Introducing the CJCCL
The Canadian Journal of Comparative and Contemporary Law was launched in 2013 at Thompson Rivers University, Faculty of Law. Our inaugural issue was published in January 2015. The inaugural issue “Health Law and Human Rights” focuses on the interrelationship between health law and human rights and features contributions from nationally and internationally acclaimed scholars in the field including a foreword by Lorne Sossin, Dean of Law at Osgoode Hall Law School.The thematic focus of the CJCCL’s second issue, to be published in Spring 2016 will be “Equity in the 21st Century: Problems and Perspectives”.
The CJCCL is an open access journal. Articles may be downloaded from this site free of charge. CJCCL articles will be accessible through HeinOnline, Westlaw and Google scholar. At least one volume will be published annually.

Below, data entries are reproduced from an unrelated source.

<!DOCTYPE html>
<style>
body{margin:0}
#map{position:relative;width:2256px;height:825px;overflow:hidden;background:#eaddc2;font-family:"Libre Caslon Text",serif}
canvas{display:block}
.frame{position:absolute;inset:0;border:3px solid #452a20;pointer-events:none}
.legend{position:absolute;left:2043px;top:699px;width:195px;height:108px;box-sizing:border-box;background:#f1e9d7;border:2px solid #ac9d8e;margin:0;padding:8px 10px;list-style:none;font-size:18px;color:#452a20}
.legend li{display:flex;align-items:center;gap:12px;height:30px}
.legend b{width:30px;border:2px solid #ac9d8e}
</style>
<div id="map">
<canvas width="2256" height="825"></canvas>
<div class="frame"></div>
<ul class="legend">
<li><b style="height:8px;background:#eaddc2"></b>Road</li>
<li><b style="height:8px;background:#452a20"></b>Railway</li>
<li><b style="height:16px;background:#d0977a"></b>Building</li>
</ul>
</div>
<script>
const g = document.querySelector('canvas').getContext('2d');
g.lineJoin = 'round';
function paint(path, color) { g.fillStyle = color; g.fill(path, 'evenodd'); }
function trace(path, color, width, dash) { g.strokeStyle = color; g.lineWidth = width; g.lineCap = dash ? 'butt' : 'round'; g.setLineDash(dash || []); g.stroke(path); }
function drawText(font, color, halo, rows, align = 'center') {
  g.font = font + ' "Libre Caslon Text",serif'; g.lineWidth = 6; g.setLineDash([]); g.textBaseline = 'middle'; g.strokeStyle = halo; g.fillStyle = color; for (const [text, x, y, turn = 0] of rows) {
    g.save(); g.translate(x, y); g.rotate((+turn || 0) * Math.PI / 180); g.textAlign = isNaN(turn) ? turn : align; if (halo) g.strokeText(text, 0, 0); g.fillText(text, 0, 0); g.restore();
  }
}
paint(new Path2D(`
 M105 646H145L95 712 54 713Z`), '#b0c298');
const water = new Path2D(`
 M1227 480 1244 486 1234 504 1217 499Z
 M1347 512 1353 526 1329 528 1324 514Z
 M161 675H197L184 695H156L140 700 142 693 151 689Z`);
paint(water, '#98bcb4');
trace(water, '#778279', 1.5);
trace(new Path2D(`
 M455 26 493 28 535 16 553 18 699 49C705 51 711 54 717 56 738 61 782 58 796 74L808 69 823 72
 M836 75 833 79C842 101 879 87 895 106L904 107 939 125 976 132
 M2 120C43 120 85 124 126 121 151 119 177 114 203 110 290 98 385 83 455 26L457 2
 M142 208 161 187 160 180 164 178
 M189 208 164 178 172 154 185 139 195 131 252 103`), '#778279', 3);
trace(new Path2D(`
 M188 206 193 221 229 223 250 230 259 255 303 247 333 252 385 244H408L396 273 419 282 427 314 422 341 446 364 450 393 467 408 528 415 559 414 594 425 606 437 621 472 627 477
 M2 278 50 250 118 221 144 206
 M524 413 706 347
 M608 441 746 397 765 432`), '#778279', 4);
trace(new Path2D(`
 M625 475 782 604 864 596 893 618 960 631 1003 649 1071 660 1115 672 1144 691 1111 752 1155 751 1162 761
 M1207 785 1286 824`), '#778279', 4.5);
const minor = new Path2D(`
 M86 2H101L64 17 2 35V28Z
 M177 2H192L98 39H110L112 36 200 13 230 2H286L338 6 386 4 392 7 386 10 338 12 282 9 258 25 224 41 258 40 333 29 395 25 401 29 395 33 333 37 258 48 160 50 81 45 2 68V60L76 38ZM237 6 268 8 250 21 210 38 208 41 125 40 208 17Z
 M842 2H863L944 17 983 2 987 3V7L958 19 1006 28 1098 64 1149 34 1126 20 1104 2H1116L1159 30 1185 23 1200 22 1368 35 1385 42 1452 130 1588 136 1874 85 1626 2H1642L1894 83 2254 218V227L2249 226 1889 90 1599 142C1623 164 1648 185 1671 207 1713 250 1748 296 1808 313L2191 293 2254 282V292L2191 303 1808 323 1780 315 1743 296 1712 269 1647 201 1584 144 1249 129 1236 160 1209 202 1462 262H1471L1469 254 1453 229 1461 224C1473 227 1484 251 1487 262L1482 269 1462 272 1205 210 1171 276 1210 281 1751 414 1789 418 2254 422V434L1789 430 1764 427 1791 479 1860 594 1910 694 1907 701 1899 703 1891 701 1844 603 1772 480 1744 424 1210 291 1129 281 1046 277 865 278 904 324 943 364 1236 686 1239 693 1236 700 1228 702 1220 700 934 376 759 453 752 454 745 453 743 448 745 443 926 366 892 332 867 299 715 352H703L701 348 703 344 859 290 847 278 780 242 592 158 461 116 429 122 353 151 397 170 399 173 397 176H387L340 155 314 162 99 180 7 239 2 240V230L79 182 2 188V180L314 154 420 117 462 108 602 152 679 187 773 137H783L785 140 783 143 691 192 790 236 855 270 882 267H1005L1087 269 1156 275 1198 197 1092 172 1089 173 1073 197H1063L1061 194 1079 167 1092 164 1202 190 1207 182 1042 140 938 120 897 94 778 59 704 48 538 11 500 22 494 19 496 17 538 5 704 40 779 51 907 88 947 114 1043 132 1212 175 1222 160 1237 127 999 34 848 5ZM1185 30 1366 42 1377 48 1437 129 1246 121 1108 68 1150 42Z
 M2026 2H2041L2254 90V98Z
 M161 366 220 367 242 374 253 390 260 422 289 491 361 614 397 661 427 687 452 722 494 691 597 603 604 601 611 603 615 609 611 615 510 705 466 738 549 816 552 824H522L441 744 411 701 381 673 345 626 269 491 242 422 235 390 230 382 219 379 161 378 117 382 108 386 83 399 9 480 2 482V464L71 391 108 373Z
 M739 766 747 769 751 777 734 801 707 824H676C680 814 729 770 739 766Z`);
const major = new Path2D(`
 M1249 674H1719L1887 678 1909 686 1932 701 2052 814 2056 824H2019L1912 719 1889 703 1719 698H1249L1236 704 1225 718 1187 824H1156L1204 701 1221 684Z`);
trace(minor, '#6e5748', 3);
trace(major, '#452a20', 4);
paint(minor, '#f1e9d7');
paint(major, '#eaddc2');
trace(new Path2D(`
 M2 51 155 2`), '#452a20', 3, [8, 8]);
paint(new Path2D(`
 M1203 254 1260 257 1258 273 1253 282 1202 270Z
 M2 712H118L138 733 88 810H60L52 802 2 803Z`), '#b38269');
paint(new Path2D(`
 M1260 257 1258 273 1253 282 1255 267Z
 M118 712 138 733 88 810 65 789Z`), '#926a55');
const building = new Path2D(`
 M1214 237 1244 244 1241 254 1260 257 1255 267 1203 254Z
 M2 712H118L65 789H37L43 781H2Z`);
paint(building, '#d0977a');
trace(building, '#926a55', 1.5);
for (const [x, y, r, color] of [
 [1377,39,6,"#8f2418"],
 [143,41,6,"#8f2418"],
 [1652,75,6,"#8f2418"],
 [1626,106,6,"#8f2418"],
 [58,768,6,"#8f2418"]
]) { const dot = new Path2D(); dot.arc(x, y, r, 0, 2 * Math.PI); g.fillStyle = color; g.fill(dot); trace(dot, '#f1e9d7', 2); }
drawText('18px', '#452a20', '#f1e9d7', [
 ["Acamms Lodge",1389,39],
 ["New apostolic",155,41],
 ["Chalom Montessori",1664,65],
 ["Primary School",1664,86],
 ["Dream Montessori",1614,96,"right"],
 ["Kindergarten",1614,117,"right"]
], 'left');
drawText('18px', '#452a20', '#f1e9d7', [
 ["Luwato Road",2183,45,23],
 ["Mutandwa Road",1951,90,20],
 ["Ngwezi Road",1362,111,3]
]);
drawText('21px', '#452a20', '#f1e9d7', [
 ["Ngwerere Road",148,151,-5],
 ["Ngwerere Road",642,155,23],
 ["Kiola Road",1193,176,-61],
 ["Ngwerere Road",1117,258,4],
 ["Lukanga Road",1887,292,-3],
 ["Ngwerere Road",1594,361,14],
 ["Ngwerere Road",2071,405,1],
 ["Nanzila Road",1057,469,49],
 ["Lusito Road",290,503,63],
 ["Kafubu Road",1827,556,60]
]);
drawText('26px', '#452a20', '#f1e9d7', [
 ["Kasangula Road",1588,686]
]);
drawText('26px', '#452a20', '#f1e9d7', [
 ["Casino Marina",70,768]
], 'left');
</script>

The CJCCL aims to establish itself as a top-rated academic publication. Its mandate is to publish rigorous, innovative scholarship that makes a significant contribution to legal study.
What Makes the CJCCL Unique?
Each year Faculty Editors in Chief select a theme that will be the focus of that year’s volume. The CJCCL will publish a selection of articles solicited from leading scholars in the field, as well as non-solicited papers.
Concentrating on a specific theme will enable a focused, penetrating analysis of a contemporary legal issue to an extent not currently offered elsewhere in Canada.
The CJCCL encourages contributors to take a comparative approach in their scholarship. We define ‘comparative’ broadly. This may be through the comparison of how a particular legal issue is treated in different legal systems (such as civil and common law), different national systems (such as England and Canada) or in different provinces in Canada. The comparative aspect may reside in comparing legal scholarship with empirical or theoretical scholarship on a particular topic. It may reside in a critical discussion of comparative methodology itself, so long as this is related back to the annual theme.
It is not an absolute pre-requisite that every piece take a comparative approach. The CJCCL will consider pieces of exceptional quality that are not comparative, including scholarship that employs a diverse range of methodologies and approaches, such as theoretical, socio-legal, or empirical research. However, we strongly encourage authors to incorporate a comparative aspect in their submissions.
The CJCCL also welcomes case commentaries and book reviews relevant to the thematic focus of the upcoming issue.